THE DATA START
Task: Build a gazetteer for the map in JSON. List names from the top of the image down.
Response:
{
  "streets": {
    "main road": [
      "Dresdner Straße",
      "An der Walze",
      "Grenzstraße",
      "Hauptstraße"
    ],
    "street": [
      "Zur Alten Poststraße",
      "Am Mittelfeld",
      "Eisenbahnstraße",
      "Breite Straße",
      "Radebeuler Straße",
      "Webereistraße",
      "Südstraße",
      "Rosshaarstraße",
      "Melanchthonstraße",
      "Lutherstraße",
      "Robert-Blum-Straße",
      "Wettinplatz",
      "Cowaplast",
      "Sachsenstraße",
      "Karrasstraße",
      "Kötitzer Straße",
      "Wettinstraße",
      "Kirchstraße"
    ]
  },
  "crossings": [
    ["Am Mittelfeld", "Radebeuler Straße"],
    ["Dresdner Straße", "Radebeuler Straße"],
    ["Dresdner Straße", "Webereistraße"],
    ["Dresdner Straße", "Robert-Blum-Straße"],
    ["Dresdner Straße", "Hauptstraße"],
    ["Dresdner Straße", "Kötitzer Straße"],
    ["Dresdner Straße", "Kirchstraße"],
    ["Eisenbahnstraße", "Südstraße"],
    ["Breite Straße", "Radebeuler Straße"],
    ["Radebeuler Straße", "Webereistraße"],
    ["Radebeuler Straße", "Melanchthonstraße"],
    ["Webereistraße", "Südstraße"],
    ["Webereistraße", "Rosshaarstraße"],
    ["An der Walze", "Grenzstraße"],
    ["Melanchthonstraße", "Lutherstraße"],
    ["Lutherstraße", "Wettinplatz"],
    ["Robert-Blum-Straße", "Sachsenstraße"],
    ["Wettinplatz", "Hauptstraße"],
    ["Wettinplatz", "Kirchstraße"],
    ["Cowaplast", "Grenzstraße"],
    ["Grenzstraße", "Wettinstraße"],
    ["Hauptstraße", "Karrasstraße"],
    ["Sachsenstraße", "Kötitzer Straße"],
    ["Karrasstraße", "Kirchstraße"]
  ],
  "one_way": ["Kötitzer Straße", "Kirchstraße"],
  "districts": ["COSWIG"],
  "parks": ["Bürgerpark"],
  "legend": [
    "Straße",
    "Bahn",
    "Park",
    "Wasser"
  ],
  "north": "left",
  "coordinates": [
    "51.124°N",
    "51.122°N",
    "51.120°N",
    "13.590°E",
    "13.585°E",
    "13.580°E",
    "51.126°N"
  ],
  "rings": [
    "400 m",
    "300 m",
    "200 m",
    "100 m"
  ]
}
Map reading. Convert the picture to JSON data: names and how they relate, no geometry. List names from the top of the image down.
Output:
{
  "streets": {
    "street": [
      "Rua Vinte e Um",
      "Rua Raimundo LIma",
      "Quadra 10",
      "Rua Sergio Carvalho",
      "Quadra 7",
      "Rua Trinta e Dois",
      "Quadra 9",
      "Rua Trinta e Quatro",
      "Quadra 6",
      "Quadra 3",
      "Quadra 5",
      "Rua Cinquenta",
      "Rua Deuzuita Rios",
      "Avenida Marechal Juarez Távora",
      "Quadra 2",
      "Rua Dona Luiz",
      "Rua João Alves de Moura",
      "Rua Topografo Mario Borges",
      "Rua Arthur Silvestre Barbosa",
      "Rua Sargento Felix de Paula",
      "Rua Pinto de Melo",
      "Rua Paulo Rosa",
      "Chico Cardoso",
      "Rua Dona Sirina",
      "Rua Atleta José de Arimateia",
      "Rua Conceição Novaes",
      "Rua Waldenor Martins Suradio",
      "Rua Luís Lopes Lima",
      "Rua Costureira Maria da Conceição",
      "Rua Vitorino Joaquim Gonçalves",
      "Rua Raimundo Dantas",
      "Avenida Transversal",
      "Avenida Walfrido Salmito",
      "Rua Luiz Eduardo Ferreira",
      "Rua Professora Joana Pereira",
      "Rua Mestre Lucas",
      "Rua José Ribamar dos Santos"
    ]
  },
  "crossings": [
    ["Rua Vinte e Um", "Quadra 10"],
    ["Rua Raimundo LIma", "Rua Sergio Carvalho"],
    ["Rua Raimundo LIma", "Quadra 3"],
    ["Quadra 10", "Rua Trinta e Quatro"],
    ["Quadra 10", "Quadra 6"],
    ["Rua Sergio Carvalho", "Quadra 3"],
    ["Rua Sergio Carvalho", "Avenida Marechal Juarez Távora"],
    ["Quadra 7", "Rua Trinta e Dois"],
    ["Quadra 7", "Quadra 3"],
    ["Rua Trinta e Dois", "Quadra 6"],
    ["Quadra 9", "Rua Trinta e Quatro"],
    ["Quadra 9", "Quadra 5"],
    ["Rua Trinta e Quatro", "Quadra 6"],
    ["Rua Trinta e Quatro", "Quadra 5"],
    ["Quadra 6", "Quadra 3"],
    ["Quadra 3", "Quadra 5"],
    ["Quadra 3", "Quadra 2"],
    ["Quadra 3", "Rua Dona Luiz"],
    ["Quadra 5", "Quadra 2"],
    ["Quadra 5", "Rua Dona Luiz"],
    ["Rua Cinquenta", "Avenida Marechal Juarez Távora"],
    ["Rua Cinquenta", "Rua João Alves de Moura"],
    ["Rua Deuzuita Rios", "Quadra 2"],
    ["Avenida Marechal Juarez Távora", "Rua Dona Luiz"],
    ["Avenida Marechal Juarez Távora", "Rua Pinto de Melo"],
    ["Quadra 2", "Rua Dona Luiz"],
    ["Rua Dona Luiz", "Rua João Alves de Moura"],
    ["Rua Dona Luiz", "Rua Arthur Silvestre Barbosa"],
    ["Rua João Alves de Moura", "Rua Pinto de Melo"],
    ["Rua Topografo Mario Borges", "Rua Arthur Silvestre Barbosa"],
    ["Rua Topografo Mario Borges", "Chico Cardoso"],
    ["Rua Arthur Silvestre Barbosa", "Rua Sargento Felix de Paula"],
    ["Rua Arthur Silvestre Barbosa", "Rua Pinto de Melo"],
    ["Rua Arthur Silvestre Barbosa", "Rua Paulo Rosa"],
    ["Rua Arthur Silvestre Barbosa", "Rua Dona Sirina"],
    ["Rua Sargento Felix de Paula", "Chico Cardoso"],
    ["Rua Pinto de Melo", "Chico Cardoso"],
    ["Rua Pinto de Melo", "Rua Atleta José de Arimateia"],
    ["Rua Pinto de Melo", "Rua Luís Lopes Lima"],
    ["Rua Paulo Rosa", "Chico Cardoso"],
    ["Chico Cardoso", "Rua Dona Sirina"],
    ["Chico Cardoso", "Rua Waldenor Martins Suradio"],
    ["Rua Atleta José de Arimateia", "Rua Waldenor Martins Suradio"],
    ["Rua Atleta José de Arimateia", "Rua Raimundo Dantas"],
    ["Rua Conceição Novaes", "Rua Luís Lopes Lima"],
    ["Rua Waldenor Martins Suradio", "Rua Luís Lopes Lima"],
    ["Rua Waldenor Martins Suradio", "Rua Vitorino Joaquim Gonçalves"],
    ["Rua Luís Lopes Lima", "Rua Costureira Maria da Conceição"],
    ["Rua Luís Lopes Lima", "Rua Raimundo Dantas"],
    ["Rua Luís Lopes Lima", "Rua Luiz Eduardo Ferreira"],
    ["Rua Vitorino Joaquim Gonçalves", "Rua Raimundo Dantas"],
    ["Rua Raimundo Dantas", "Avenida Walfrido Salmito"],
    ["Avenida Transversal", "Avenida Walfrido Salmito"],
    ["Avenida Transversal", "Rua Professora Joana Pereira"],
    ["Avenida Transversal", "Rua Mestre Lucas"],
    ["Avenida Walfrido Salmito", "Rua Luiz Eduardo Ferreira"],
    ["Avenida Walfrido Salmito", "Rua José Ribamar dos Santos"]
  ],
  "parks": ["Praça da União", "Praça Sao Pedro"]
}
THE DATA END
What you should do is return the records above exactly, leaving nothing out.

Task: Build a gazetteer for the map in JSON. List names from the top of the image down.
Response:
{
  "streets": {
    "main road": [
      "Dresdner Straße",
      "An der Walze",
      "Grenzstraße",
      "Hauptstraße"
    ],
    "street": [
      "Zur Alten Poststraße",
      "Am Mittelfeld",
      "Eisenbahnstraße",
      "Breite Straße",
      "Radebeuler Straße",
      "Webereistraße",
      "Südstraße",
      "Rosshaarstraße",
      "Melanchthonstraße",
      "Lutherstraße",
      "Robert-Blum-Straße",
      "Wettinplatz",
      "Cowaplast",
      "Sachsenstraße",
      "Karrasstraße",
      "Kötitzer Straße",
      "Wettinstraße",
      "Kirchstraße"
    ]
  },
  "crossings": [
    ["Am Mittelfeld", "Radebeuler Straße"],
    ["Dresdner Straße", "Radebeuler Straße"],
    ["Dresdner Straße", "Webereistraße"],
    ["Dresdner Straße", "Robert-Blum-Straße"],
    ["Dresdner Straße", "Hauptstraße"],
    ["Dresdner Straße", "Kötitzer Straße"],
    ["Dresdner Straße", "Kirchstraße"],
    ["Eisenbahnstraße", "Südstraße"],
    ["Breite Straße", "Radebeuler Straße"],
    ["Radebeuler Straße", "Webereistraße"],
    ["Radebeuler Straße", "Melanchthonstraße"],
    ["Webereistraße", "Südstraße"],
    ["Webereistraße", "Rosshaarstraße"],
    ["An der Walze", "Grenzstraße"],
    ["Melanchthonstraße", "Lutherstraße"],
    ["Lutherstraße", "Wettinplatz"],
    ["Robert-Blum-Straße", "Sachsenstraße"],
    ["Wettinplatz", "Hauptstraße"],
    ["Wettinplatz", "Kirchstraße"],
    ["Cowaplast", "Grenzstraße"],
    ["Grenzstraße", "Wettinstraße"],
    ["Hauptstraße", "Karrasstraße"],
    ["Sachsenstraße", "Kötitzer Straße"],
    ["Karrasstraße", "Kirchstraße"]
  ],
  "one_way": ["Kötitzer Straße", "Kirchstraße"],
  "districts": ["COSWIG"],
  "parks": ["Bürgerpark"],
  "legend": [
    "Straße",
    "Bahn",
    "Park",
    "Wasser"
  ],
  "north": "left",
  "coordinates": [
    "51.124°N",
    "51.122°N",
    "51.120°N",
    "13.590°E",
    "13.585°E",
    "13.580°E",
    "51.126°N"
  ],
  "rings": [
    "400 m",
    "300 m",
    "200 m",
    "100 m"
  ]
}
Map reading. Convert the picture to JSON data: names and how they relate, no geometry. List names from the top of the image down.
Output:
{
  "streets": {
    "street": [
      "Rua Vinte e Um",
      "Rua Raimundo LIma",
      "Quadra 10",
      "Rua Sergio Carvalho",
      "Quadra 7",
      "Rua Trinta e Dois",
      "Quadra 9",
      "Rua Trinta e Quatro",
      "Quadra 6",
      "Quadra 3",
      "Quadra 5",
      "Rua Cinquenta",
      "Rua Deuzuita Rios",
      "Avenida Marechal Juarez Távora",
      "Quadra 2",
      "Rua Dona Luiz",
      "Rua João Alves de Moura",
      "Rua Topografo Mario Borges",
      "Rua Arthur Silvestre Barbosa",
      "Rua Sargento Felix de Paula",
      "Rua Pinto de Melo",
      "Rua Paulo Rosa",
      "Chico Cardoso",
      "Rua Dona Sirina",
      "Rua Atleta José de Arimateia",
      "Rua Conceição Novaes",
      "Rua Waldenor Martins Suradio",
      "Rua Luís Lopes Lima",
      "Rua Costureira Maria da Conceição",
      "Rua Vitorino Joaquim Gonçalves",
      "Rua Raimundo Dantas",
      "Avenida Transversal",
      "Avenida Walfrido Salmito",
      "Rua Luiz Eduardo Ferreira",
      "Rua Professora Joana Pereira",
      "Rua Mestre Lucas",
      "Rua José Ribamar dos Santos"
    ]
  },
  "crossings": [
    ["Rua Vinte e Um", "Quadra 10"],
    ["Rua Raimundo LIma", "Rua Sergio Carvalho"],
    ["Rua Raimundo LIma", "Quadra 3"],
    ["Quadra 10", "Rua Trinta e Quatro"],
    ["Quadra 10", "Quadra 6"],
    ["Rua Sergio Carvalho", "Quadra 3"],
    ["Rua Sergio Carvalho", "Avenida Marechal Juarez Távora"],
    ["Quadra 7", "Rua Trinta e Dois"],
    ["Quadra 7", "Quadra 3"],
    ["Rua Trinta e Dois", "Quadra 6"],
    ["Quadra 9", "Rua Trinta e Quatro"],
    ["Quadra 9", "Quadra 5"],
    ["Rua Trinta e Quatro", "Quadra 6"],
    ["Rua Trinta e Quatro", "Quadra 5"],
    ["Quadra 6", "Quadra 3"],
    ["Quadra 3", "Quadra 5"],
    ["Quadra 3", "Quadra 2"],
    ["Quadra 3", "Rua Dona Luiz"],
    ["Quadra 5", "Quadra 2"],
    ["Quadra 5", "Rua Dona Luiz"],
    ["Rua Cinquenta", "Avenida Marechal Juarez Távora"],
    ["Rua Cinquenta", "Rua João Alves de Moura"],
    ["Rua Deuzuita Rios", "Quadra 2"],
    ["Avenida Marechal Juarez Távora", "Rua Dona Luiz"],
    ["Avenida Marechal Juarez Távora", "Rua Pinto de Melo"],
    ["Quadra 2", "Rua Dona Luiz"],
    ["Rua Dona Luiz", "Rua João Alves de Moura"],
    ["Rua Dona Luiz", "Rua Arthur Silvestre Barbosa"],
    ["Rua João Alves de Moura", "Rua Pinto de Melo"],
    ["Rua Topografo Mario Borges", "Rua Arthur Silvestre Barbosa"],
    ["Rua Topografo Mario Borges", "Chico Cardoso"],
    ["Rua Arthur Silvestre Barbosa", "Rua Sargento Felix de Paula"],
    ["Rua Arthur Silvestre Barbosa", "Rua Pinto de Melo"],
    ["Rua Arthur Silvestre Barbosa", "Rua Paulo Rosa"],
    ["Rua Arthur Silvestre Barbosa", "Rua Dona Sirina"],
    ["Rua Sargento Felix de Paula", "Chico Cardoso"],
    ["Rua Pinto de Melo", "Chico Cardoso"],
    ["Rua Pinto de Melo", "Rua Atleta José de Arimateia"],
    ["Rua Pinto de Melo", "Rua Luís Lopes Lima"],
    ["Rua Paulo Rosa", "Chico Cardoso"],
    ["Chico Cardoso", "Rua Dona Sirina"],
    ["Chico Cardoso", "Rua Waldenor Martins Suradio"],
    ["Rua Atleta José de Arimateia", "Rua Waldenor Martins Suradio"],
    ["Rua Atleta José de Arimateia", "Rua Raimundo Dantas"],
    ["Rua Conceição Novaes", "Rua Luís Lopes Lima"],
    ["Rua Waldenor Martins Suradio", "Rua Luís Lopes Lima"],
    ["Rua Waldenor Martins Suradio", "Rua Vitorino Joaquim Gonçalves"],
    ["Rua Luís Lopes Lima", "Rua Costureira Maria da Conceição"],
    ["Rua Luís Lopes Lima", "Rua Raimundo Dantas"],
    ["Rua Luís Lopes Lima", "Rua Luiz Eduardo Ferreira"],
    ["Rua Vitorino Joaquim Gonçalves", "Rua Raimundo Dantas"],
    ["Rua Raimundo Dantas", "Avenida Walfrido Salmito"],
    ["Avenida Transversal", "Avenida Walfrido Salmito"],
    ["Avenida Transversal", "Rua Professora Joana Pereira"],
    ["Avenida Transversal", "Rua Mestre Lucas"],
    ["Avenida Walfrido Salmito", "Rua Luiz Eduardo Ferreira"],
    ["Avenida Walfrido Salmito", "Rua José Ribamar dos Santos"]
  ],
  "parks": ["Praça da União", "Praça Sao Pedro"]
}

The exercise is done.